In the final episode of her five part series exploring the enduring relevance of the creatures of Great British folklore, medieval literature scholar Dr Carolyne Larrington travels to Hart Hall in Glaisdale, North Yorkshire.
Strolling down towards Hart Hall and its surrounding dairy farm, Carolyne is joined by local storyteller Rose Rylands. Rose explains that Hart Hall features in a local folktale which involves a peculiar creature known as a hob. Hobs are small dwarf like beings, covered in shaggy hair. They're said to have large feet and superhuman strength. According to local folklore, hobs take up residence on certain farms and stay for generations, working in secret to provide assistance to the farmer.
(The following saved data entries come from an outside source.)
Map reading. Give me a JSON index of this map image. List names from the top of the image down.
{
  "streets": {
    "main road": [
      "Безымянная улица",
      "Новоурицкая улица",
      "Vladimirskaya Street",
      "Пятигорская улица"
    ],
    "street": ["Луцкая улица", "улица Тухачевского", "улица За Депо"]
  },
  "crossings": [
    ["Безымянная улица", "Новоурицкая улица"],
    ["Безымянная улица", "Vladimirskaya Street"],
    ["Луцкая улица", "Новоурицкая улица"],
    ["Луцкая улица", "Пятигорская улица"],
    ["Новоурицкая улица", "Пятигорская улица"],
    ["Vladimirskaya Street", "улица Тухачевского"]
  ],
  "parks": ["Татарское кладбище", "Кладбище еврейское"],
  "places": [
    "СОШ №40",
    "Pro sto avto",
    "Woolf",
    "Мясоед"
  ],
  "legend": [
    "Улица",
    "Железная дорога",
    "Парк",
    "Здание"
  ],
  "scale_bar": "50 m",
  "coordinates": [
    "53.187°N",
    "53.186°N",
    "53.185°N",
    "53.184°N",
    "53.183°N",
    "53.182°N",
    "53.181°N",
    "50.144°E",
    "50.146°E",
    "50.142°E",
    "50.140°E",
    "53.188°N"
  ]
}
Standing in a barn, surrounded by calves, Rose tells the tale of the hob of Hart Hall who saved a bumper harvest from being ruined by the rain. The farm hands reward the hob with a hemp shirt and a leather belt for his efforts, however this causes grave offence and the hob storms off never to be seen again. Carolyne reveals that, by giving him a gift, the farm hands had inadvertently treated the hob like an employee who gets paid in kind, rather than a spirit who gives his labour for free.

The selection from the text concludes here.